Adrian Piper (Adrian Margaret Smith Piper, b. 1948) is a first-generation Conceptual artist and analytic philosopher. She attended the New Lincoln School throughout grammar school and high school, and the Art Students’ League during high school. She began exhibiting her artwork internationally at the age of twenty, and graduated from the School of Visual Arts in 1969. While continuing to produce and exhibit her artwork, she received a B.A. in Philosophy with a minor in Medieval and Renaissance Musicology from the City College of New York in 1974 and a Ph.D. in Philosophy from Harvard University in 1981 under the supervision of John Rawls; and studied Kant and Hegel with Dieter Henrich at the University of Heidelberg in 1977-1978. Her formal education lasted a total of 27 years. (For more details, see http://www.adrianpiper.com/biography.shtml.)

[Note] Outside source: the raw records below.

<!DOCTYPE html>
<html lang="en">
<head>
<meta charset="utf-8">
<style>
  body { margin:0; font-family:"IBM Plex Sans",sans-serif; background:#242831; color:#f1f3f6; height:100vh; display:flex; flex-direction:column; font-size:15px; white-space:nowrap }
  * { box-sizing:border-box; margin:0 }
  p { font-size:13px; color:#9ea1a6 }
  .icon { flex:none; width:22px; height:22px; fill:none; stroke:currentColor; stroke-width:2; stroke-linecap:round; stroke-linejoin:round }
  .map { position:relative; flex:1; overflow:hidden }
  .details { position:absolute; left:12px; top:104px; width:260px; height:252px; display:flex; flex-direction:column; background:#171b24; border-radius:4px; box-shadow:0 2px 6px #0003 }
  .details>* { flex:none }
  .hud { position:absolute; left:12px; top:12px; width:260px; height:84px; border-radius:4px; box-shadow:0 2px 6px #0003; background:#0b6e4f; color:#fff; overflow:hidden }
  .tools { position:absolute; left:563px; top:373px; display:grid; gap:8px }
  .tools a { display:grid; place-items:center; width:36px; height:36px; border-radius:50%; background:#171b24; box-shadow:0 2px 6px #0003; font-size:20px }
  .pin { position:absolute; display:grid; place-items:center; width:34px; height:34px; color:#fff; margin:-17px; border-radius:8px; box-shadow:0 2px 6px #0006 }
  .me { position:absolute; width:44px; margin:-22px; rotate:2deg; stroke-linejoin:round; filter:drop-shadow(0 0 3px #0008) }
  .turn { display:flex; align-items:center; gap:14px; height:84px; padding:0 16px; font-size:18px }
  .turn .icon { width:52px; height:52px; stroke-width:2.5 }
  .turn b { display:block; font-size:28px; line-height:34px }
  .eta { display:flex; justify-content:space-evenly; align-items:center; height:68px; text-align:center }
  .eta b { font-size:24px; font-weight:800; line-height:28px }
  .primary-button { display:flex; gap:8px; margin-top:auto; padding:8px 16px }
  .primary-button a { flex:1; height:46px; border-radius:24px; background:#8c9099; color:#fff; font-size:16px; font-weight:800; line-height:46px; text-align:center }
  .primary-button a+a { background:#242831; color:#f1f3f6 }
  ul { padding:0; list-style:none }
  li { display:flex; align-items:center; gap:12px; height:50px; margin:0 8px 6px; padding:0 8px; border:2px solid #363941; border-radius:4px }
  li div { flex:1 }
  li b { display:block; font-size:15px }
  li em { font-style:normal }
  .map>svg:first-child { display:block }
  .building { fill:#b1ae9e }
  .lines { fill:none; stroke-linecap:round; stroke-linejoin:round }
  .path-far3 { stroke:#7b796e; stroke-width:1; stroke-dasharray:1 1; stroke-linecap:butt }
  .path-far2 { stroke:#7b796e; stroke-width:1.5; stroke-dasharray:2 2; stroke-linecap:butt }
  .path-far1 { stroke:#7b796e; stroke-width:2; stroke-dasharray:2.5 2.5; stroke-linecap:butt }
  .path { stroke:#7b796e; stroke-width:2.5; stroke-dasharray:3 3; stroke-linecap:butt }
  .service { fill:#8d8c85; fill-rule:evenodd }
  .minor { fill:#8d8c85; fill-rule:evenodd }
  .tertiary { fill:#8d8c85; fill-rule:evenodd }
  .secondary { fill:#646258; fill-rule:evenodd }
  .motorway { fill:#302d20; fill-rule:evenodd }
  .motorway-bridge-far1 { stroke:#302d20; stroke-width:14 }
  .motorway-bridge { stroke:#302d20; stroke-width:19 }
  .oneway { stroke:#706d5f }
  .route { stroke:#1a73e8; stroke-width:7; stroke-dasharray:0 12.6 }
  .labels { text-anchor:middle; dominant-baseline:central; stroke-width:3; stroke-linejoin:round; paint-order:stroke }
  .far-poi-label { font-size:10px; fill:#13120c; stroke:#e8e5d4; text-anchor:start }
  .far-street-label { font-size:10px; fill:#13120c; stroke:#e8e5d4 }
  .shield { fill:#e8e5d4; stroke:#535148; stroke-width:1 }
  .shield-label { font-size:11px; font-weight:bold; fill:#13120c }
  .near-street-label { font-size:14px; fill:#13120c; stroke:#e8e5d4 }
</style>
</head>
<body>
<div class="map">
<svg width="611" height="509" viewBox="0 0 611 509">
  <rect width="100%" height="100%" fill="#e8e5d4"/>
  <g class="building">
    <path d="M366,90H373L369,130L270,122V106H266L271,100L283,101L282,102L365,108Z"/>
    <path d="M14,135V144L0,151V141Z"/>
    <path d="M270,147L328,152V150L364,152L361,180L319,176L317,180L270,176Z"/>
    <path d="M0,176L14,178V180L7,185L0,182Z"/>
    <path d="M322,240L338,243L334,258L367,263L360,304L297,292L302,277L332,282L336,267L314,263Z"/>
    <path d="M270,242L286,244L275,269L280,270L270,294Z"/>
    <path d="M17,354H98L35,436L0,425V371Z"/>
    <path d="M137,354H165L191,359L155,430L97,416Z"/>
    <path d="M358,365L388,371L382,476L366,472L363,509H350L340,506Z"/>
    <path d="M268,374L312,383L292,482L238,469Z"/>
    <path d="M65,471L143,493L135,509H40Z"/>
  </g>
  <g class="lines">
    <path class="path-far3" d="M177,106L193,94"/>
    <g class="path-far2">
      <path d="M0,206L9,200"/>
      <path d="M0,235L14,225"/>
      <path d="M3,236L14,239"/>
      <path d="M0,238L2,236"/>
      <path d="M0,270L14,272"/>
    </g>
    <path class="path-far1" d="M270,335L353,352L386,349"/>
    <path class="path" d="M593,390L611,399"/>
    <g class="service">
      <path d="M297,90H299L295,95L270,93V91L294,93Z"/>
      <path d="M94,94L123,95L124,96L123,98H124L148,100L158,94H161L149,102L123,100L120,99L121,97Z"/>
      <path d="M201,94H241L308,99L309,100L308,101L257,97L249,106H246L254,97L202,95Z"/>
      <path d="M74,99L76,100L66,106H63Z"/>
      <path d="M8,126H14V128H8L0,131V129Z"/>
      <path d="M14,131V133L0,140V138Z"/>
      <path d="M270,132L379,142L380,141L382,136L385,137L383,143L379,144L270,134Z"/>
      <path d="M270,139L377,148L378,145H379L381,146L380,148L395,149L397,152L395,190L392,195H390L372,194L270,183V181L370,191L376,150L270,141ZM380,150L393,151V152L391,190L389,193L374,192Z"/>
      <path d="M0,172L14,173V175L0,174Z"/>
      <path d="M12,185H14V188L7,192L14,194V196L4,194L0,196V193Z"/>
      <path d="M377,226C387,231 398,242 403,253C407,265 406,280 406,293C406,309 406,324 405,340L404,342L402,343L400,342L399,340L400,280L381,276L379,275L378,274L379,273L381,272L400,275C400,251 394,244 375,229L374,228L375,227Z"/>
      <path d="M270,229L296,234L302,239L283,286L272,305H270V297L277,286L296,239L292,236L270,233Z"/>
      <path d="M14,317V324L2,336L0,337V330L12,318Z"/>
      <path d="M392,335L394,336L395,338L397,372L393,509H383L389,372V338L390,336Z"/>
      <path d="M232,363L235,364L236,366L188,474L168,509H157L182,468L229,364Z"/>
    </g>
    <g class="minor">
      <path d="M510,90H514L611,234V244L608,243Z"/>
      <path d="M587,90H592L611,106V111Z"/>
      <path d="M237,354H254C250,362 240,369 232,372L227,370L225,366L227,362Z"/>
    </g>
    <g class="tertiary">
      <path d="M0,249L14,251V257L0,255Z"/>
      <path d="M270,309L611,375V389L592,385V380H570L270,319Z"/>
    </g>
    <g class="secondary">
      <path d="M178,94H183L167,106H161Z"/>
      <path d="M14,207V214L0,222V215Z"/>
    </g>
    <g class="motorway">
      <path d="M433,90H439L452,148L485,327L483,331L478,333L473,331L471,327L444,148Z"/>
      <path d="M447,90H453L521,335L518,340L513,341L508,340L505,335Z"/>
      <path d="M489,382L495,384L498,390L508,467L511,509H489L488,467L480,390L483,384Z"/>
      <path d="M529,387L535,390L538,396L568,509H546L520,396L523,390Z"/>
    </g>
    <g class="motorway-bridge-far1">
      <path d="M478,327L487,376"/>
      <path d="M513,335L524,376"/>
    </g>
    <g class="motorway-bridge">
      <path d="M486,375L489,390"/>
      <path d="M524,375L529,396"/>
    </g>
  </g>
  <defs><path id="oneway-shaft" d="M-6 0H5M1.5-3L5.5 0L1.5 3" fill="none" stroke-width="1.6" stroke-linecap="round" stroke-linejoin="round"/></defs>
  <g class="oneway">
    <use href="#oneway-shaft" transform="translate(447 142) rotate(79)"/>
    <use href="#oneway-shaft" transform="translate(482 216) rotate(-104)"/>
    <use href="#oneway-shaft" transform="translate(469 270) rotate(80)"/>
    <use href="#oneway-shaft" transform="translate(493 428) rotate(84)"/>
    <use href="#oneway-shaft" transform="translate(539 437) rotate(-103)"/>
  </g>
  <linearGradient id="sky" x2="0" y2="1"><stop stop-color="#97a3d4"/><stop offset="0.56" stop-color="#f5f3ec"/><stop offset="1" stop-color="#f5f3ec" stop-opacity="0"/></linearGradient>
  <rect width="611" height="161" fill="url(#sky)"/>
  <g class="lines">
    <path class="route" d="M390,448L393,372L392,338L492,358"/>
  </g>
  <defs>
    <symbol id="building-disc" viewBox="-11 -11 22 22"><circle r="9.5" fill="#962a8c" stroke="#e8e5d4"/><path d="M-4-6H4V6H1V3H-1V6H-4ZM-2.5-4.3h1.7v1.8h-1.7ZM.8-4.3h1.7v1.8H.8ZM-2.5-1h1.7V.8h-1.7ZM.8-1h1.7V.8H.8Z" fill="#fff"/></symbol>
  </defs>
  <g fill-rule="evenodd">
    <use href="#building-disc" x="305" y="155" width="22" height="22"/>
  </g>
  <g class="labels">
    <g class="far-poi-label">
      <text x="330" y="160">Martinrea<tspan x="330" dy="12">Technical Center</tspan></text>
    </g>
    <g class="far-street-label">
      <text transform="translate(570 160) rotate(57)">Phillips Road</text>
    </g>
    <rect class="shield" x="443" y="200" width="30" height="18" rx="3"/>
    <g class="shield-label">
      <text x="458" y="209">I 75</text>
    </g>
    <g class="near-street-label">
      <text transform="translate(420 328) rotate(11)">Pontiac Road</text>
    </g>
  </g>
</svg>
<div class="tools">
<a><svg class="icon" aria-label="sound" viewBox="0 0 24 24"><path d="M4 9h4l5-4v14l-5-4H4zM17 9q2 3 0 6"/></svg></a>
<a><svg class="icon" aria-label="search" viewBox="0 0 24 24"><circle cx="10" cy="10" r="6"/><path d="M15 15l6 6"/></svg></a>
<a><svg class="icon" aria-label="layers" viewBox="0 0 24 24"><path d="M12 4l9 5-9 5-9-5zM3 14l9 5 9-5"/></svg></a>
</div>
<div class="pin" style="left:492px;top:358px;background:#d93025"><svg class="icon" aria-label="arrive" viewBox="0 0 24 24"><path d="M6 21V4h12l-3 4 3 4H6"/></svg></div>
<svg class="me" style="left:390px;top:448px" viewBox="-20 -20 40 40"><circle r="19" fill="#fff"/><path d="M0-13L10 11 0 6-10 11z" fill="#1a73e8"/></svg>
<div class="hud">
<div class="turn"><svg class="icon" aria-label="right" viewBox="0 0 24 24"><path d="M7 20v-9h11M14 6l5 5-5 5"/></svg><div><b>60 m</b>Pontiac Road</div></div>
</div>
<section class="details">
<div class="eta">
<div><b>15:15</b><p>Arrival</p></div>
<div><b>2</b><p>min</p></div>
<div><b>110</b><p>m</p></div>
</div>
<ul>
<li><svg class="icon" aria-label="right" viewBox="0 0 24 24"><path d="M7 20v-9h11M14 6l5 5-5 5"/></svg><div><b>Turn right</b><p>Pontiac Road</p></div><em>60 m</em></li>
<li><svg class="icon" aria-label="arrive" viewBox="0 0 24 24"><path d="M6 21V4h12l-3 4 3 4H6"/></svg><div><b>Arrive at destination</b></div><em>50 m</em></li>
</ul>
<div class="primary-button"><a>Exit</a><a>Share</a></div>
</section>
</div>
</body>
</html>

Eduardo Ralickas is interested in the various ways in which speech acts are delegated to—and relayed by—objects, signs and functions. On May 1st, 2012, he was appointed Associate Curator at Artexte. On May 2nd, he wrote an e-mail to Sophie Bélair Clément inviting her to develop an exhibition project. Between May 3 and September 19, two hundred twenty seven e-mails were exchanged. On September 20, he wrote the present autobiographical note in the form of a citation in response to Sophie Bélair Clément’s e-mail sent on September 17. “‘The speech act in which ‘I’ is spoken will appear, every time it is reproduced, as the very same act to the one who hears it; however, to the one who utters it, it is always a new act.’ Thus it is ‘you’ who fills the empty identity of form, who transforms [opère] the actual difference between the various ‘I’s’ into identity. It is ‘you’ who makes [constitue] the ‘I’ into ‘me’.” (Émile Benveniste, quoted by Louis Marin in La voix excommuniée, Paris: Galilée, 1981, p. 26–27).

David Tomas is an artist and anthropologist. His works and performances have been shown in Canada, the United States and Europe. His latest book is entitled Escape Velocity: Alternative Instruction Prototype for Playing the Knowledge Game (Wedge Publication, 2012).